* **Task details**
Only the pictures are to be dropped; the rest of the data below is to be duplicated exactly.

* **Extracted entries**
● ● ● ● ● ● ●

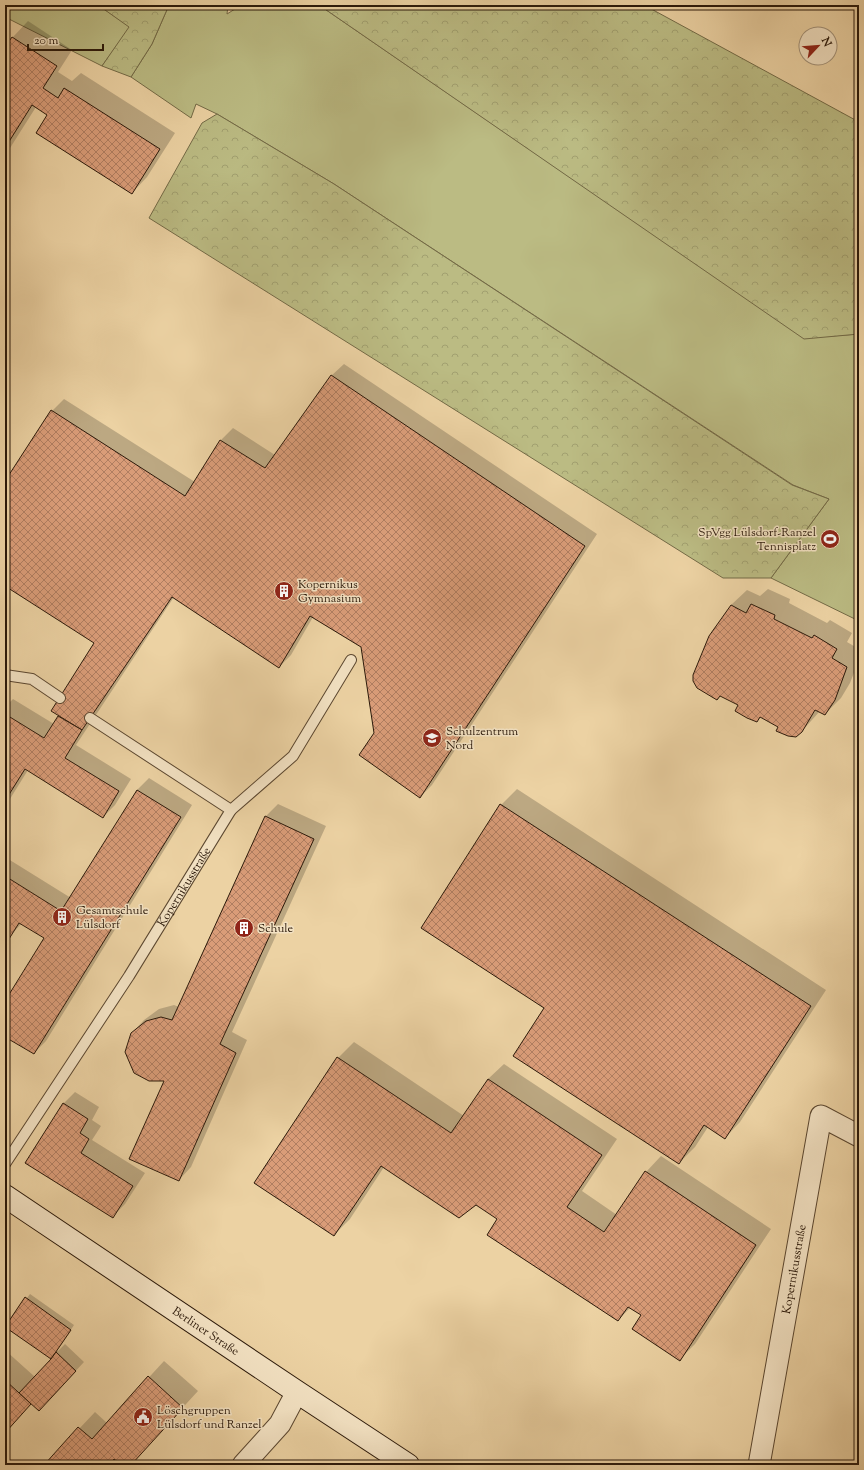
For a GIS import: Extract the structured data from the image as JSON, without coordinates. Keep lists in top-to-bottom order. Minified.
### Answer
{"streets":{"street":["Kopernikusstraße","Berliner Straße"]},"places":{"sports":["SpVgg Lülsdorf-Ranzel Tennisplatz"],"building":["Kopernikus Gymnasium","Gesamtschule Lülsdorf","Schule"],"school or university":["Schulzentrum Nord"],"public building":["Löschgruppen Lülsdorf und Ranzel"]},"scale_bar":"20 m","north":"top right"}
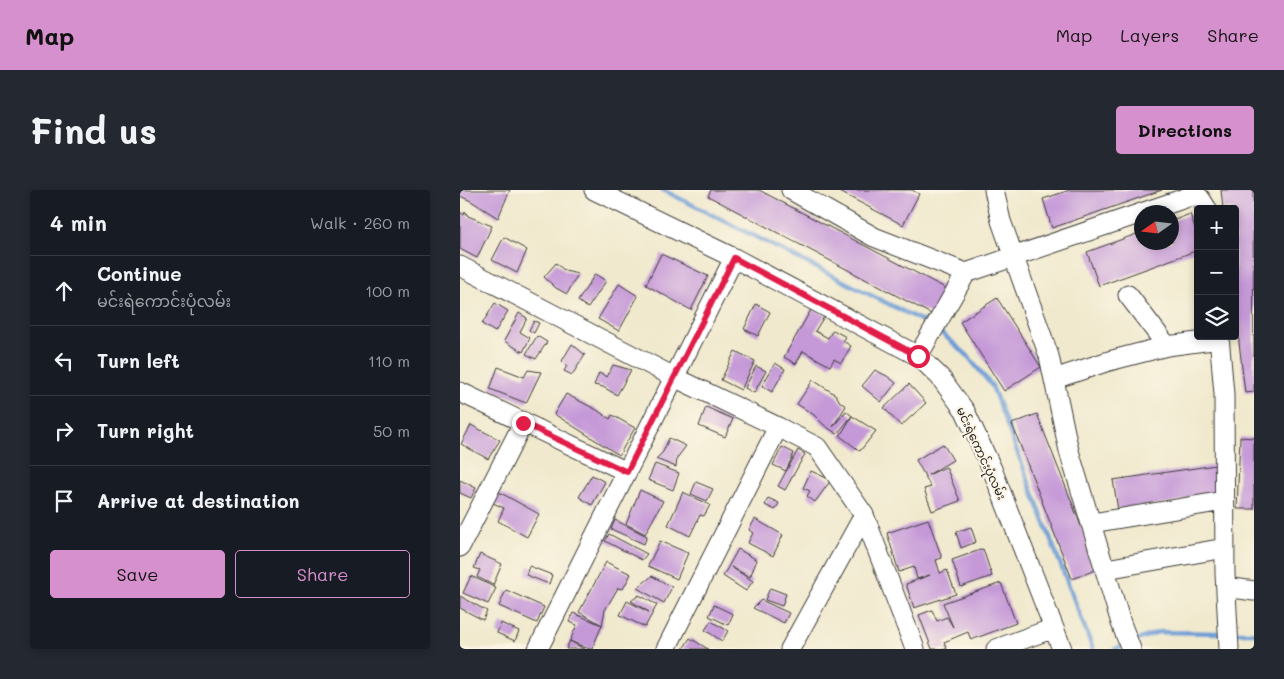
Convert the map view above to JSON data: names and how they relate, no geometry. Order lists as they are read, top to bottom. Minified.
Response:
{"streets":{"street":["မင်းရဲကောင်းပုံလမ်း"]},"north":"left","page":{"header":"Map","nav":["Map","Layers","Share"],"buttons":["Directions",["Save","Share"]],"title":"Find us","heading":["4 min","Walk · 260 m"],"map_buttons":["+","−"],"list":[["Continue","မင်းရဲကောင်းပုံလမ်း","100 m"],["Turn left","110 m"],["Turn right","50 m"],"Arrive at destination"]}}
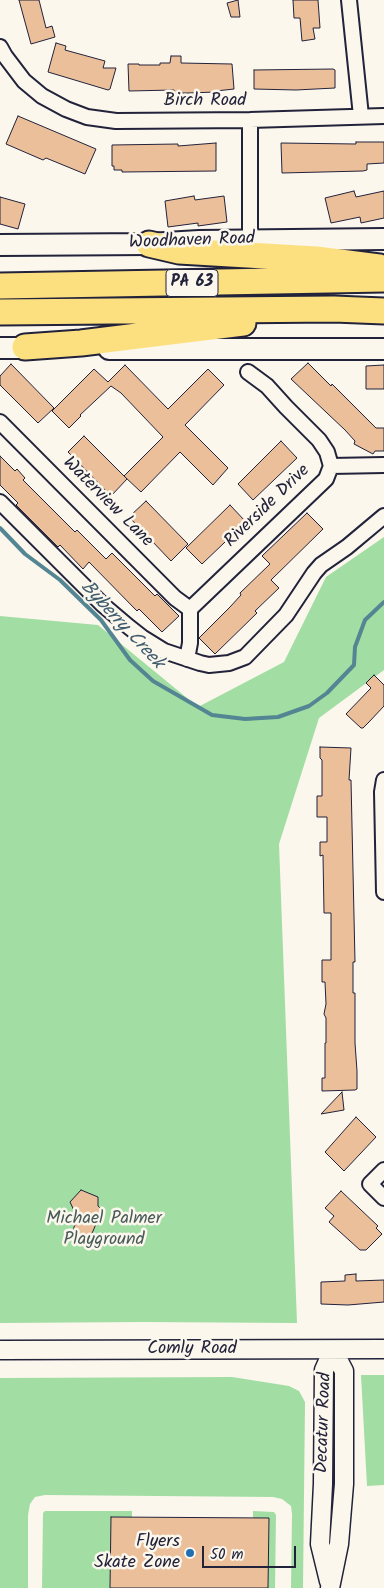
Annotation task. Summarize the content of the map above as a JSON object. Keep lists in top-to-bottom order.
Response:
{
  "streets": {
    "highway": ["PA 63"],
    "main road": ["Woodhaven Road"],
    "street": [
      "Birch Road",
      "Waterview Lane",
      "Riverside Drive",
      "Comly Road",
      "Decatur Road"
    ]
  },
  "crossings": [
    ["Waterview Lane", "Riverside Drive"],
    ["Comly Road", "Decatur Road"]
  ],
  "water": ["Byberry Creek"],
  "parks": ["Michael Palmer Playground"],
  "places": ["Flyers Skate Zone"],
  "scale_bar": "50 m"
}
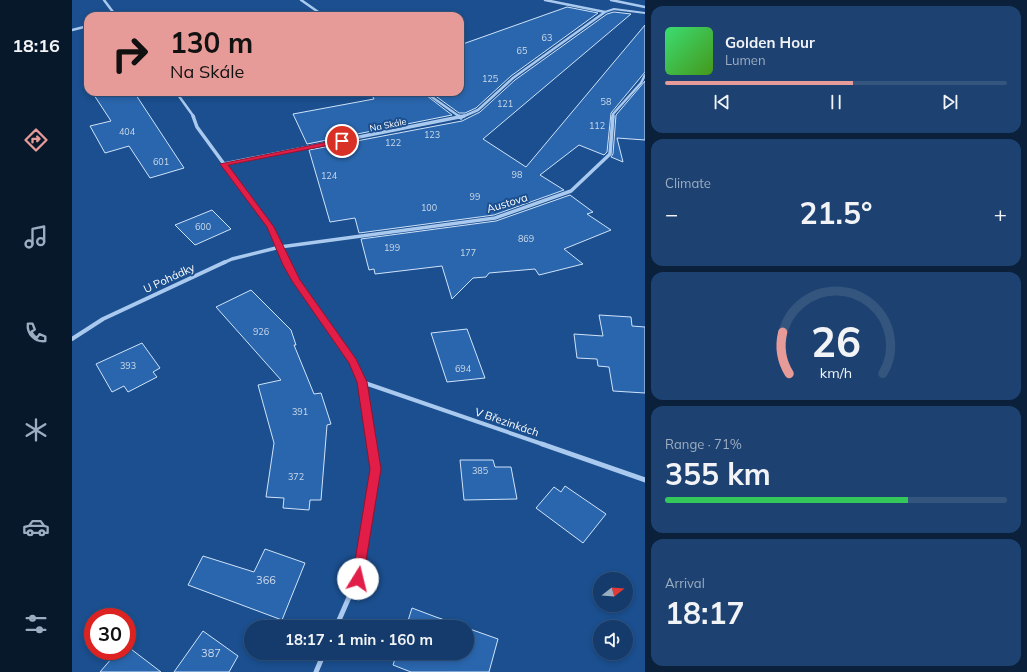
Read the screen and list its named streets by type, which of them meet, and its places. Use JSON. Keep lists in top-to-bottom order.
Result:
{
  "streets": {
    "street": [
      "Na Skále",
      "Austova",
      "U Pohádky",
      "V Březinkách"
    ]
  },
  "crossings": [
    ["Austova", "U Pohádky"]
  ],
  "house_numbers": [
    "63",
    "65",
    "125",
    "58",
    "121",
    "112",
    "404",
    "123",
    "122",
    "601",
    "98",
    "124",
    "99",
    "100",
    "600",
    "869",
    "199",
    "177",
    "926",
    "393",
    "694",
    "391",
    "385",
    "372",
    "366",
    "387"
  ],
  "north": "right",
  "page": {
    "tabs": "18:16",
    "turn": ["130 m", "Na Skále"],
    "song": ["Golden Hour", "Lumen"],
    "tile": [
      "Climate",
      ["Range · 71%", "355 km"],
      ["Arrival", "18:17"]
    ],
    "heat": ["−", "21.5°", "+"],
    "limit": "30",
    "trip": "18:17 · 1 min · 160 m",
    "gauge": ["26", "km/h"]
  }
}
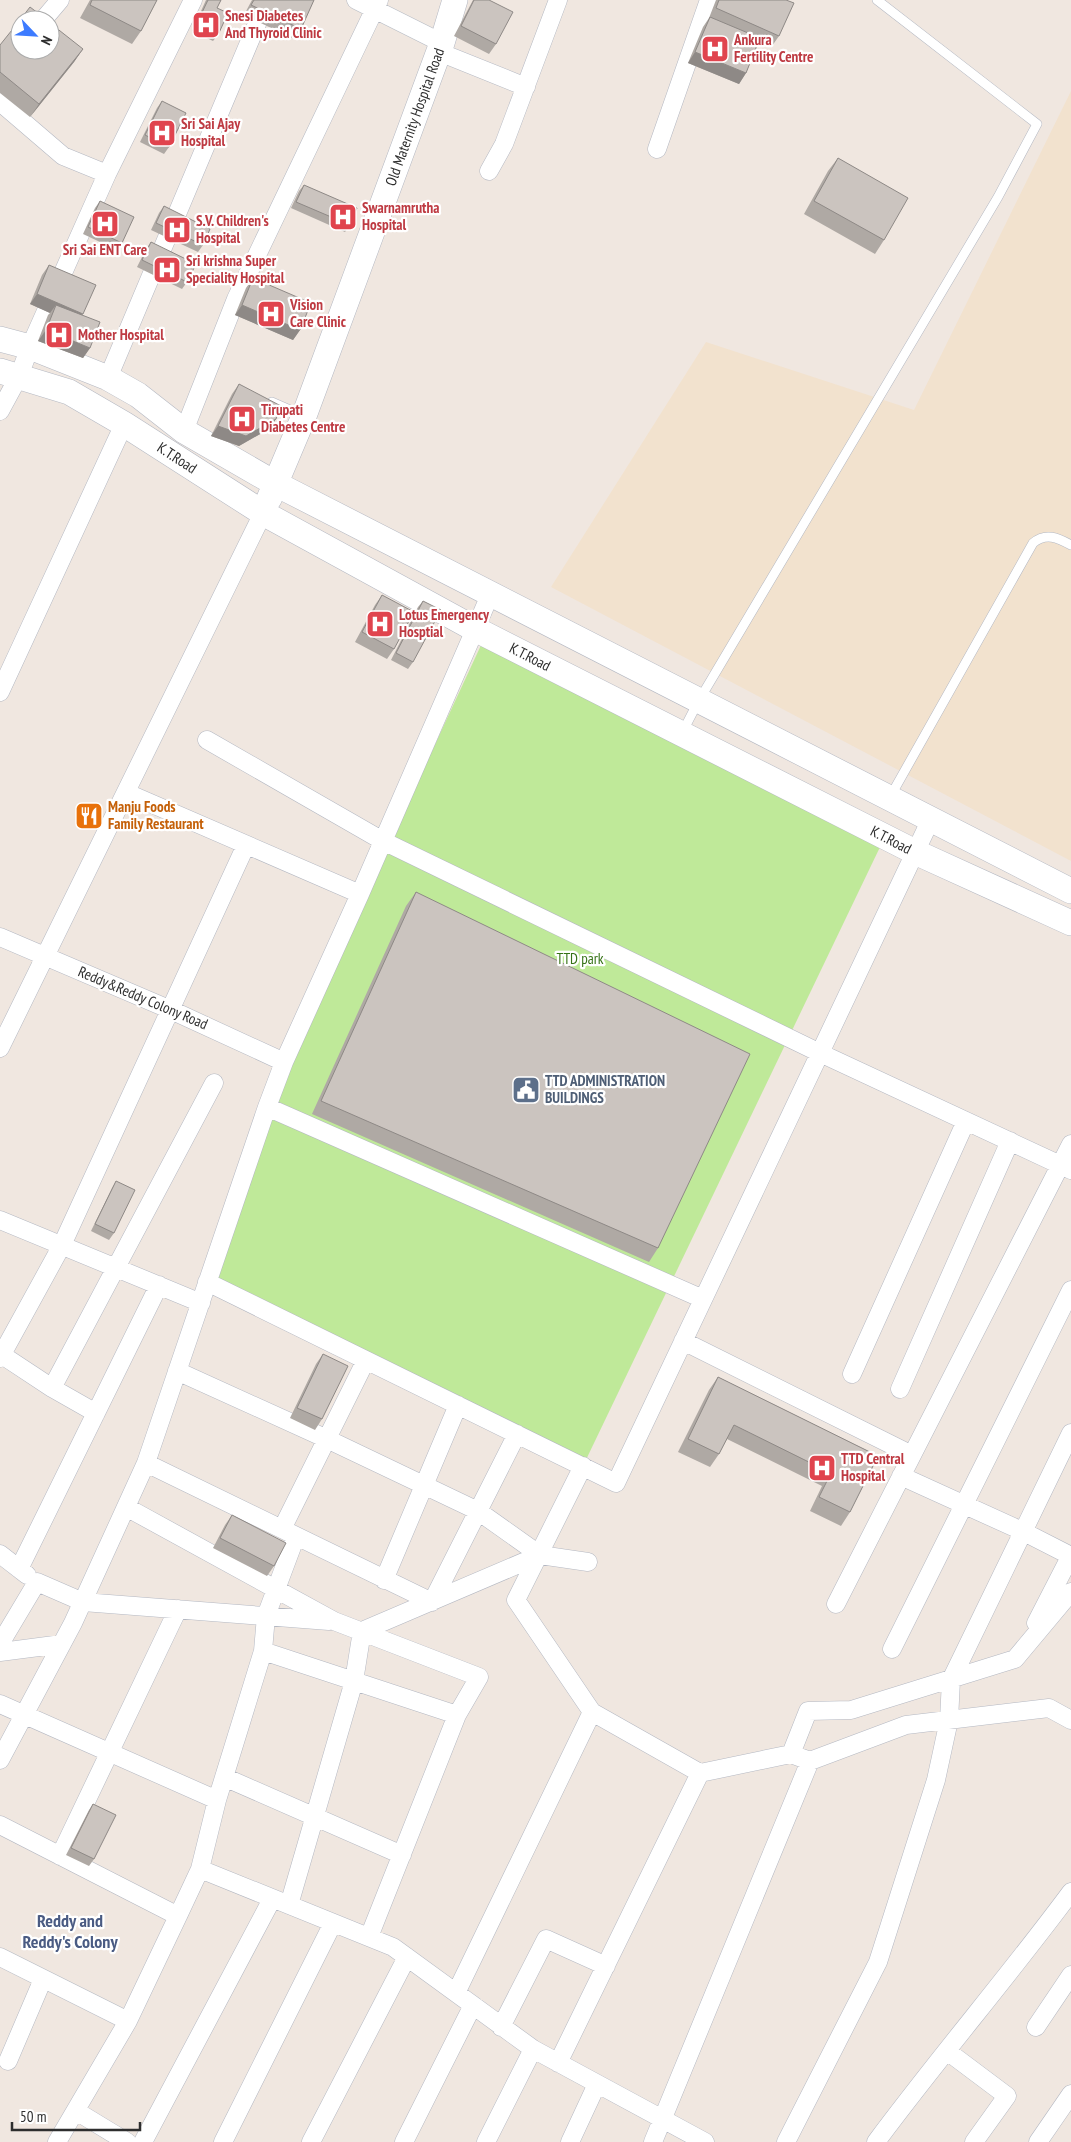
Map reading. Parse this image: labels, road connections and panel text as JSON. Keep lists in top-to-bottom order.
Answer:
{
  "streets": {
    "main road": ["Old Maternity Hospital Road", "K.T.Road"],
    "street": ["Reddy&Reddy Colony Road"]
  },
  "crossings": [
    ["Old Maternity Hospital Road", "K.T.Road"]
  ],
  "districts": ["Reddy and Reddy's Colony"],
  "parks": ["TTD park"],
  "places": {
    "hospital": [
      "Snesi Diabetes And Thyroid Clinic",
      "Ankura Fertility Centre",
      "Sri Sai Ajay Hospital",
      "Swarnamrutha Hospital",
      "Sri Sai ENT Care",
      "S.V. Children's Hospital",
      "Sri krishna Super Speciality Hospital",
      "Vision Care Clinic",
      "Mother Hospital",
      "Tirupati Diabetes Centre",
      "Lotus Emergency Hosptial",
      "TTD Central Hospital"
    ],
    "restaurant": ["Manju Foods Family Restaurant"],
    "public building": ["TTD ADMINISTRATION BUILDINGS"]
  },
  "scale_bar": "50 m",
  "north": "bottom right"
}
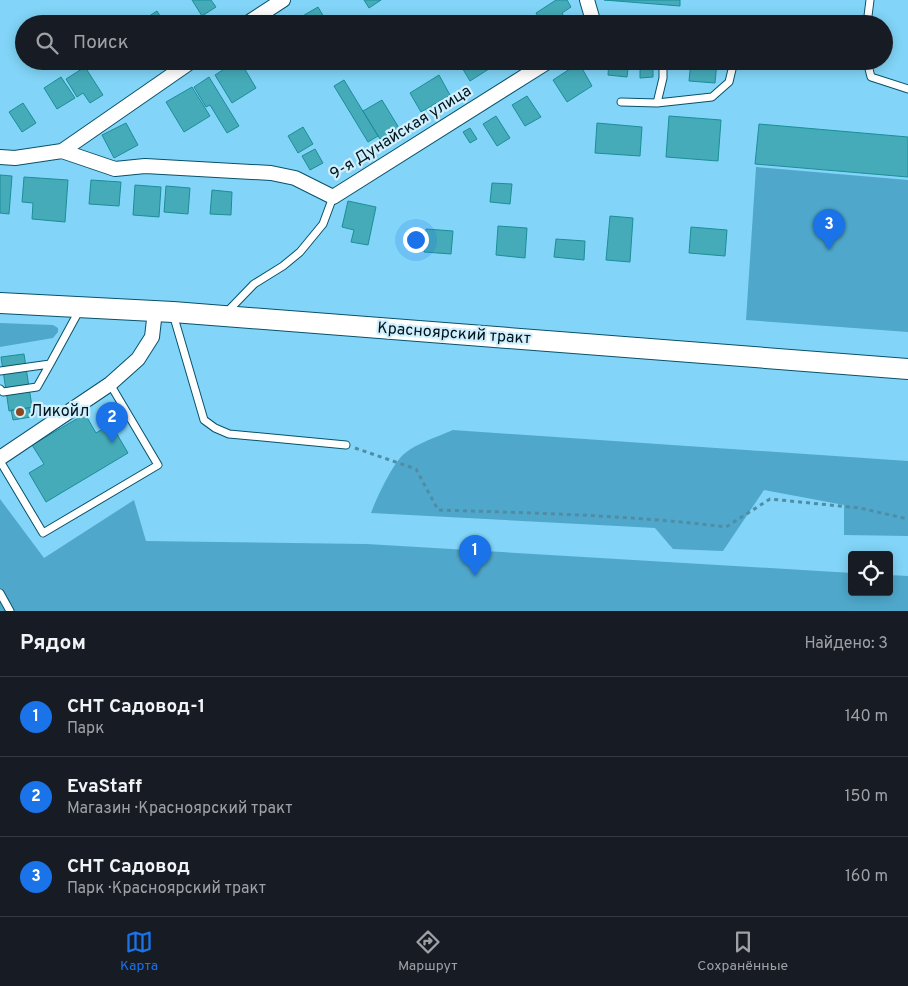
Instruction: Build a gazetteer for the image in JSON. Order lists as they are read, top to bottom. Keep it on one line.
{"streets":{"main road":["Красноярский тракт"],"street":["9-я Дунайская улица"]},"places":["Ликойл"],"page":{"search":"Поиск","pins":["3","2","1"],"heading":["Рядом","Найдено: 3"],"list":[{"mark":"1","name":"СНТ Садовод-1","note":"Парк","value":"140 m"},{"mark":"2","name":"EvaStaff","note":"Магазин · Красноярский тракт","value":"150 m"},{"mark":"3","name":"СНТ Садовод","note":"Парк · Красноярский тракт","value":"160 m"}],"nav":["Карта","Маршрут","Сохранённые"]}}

● ● ● ● ● ● ●

* **Exercise solution**
For a GIS import: Extract the structured data from the image as JSON, without coordinates. Keep lists in top-to-bottom order. Minified.
### Answer
{"streets":{"street":["Kopernikusstraße","Berliner Straße"]},"places":{"sports":["SpVgg Lülsdorf-Ranzel Tennisplatz"],"building":["Kopernikus Gymnasium","Gesamtschule Lülsdorf","Schule"],"school or university":["Schulzentrum Nord"],"public building":["Löschgruppen Lülsdorf und Ranzel"]},"scale_bar":"20 m","north":"top right"}
Convert the map view above to JSON data: names and how they relate, no geometry. Order lists as they are read, top to bottom. Minified.
Response:
{"streets":{"street":["မင်းရဲကောင်းပုံလမ်း"]},"north":"left","page":{"header":"Map","nav":["Map","Layers","Share"],"buttons":["Directions",["Save","Share"]],"title":"Find us","heading":["4 min","Walk · 260 m"],"map_buttons":["+","−"],"list":[["Continue","မင်းရဲကောင်းပုံလမ်း","100 m"],["Turn left","110 m"],["Turn right","50 m"],"Arrive at destination"]}}
Annotation task. Summarize the content of the map above as a JSON object. Keep lists in top-to-bottom order.
Response:
{
  "streets": {
    "highway": ["PA 63"],
    "main road": ["Woodhaven Road"],
    "street": [
      "Birch Road",
      "Waterview Lane",
      "Riverside Drive",
      "Comly Road",
      "Decatur Road"
    ]
  },
  "crossings": [
    ["Waterview Lane", "Riverside Drive"],
    ["Comly Road", "Decatur Road"]
  ],
  "water": ["Byberry Creek"],
  "parks": ["Michael Palmer Playground"],
  "places": ["Flyers Skate Zone"],
  "scale_bar": "50 m"
}
Read the screen and list its named streets by type, which of them meet, and its places. Use JSON. Keep lists in top-to-bottom order.
Result:
{
  "streets": {
    "street": [
      "Na Skále",
      "Austova",
      "U Pohádky",
      "V Březinkách"
    ]
  },
  "crossings": [
    ["Austova", "U Pohádky"]
  ],
  "house_numbers": [
    "63",
    "65",
    "125",
    "58",
    "121",
    "112",
    "404",
    "123",
    "122",
    "601",
    "98",
    "124",
    "99",
    "100",
    "600",
    "869",
    "199",
    "177",
    "926",
    "393",
    "694",
    "391",
    "385",
    "372",
    "366",
    "387"
  ],
  "north": "right",
  "page": {
    "tabs": "18:16",
    "turn": ["130 m", "Na Skále"],
    "song": ["Golden Hour", "Lumen"],
    "tile": [
      "Climate",
      ["Range · 71%", "355 km"],
      ["Arrival", "18:17"]
    ],
    "heat": ["−", "21.5°", "+"],
    "limit": "30",
    "trip": "18:17 · 1 min · 160 m",
    "gauge": ["26", "km/h"]
  }
}
Map reading. Parse this image: labels, road connections and panel text as JSON. Keep lists in top-to-bottom order.
Answer:
{
  "streets": {
    "main road": ["Old Maternity Hospital Road", "K.T.Road"],
    "street": ["Reddy&Reddy Colony Road"]
  },
  "crossings": [
    ["Old Maternity Hospital Road", "K.T.Road"]
  ],
  "districts": ["Reddy and Reddy's Colony"],
  "parks": ["TTD park"],
  "places": {
    "hospital": [
      "Snesi Diabetes And Thyroid Clinic",
      "Ankura Fertility Centre",
      "Sri Sai Ajay Hospital",
      "Swarnamrutha Hospital",
      "Sri Sai ENT Care",
      "S.V. Children's Hospital",
      "Sri krishna Super Speciality Hospital",
      "Vision Care Clinic",
      "Mother Hospital",
      "Tirupati Diabetes Centre",
      "Lotus Emergency Hosptial",
      "TTD Central Hospital"
    ],
    "restaurant": ["Manju Foods Family Restaurant"],
    "public building": ["TTD ADMINISTRATION BUILDINGS"]
  },
  "scale_bar": "50 m",
  "north": "bottom right"
}
Instruction: Build a gazetteer for the image in JSON. Order lists as they are read, top to bottom. Keep it on one line.
{"streets":{"main road":["Красноярский тракт"],"street":["9-я Дунайская улица"]},"places":["Ликойл"],"page":{"search":"Поиск","pins":["3","2","1"],"heading":["Рядом","Найдено: 3"],"list":[{"mark":"1","name":"СНТ Садовод-1","note":"Парк","value":"140 m"},{"mark":"2","name":"EvaStaff","note":"Магазин · Красноярский тракт","value":"150 m"},{"mark":"3","name":"СНТ Садовод","note":"Парк · Красноярский тракт","value":"160 m"}],"nav":["Карта","Маршрут","Сохранённые"]}}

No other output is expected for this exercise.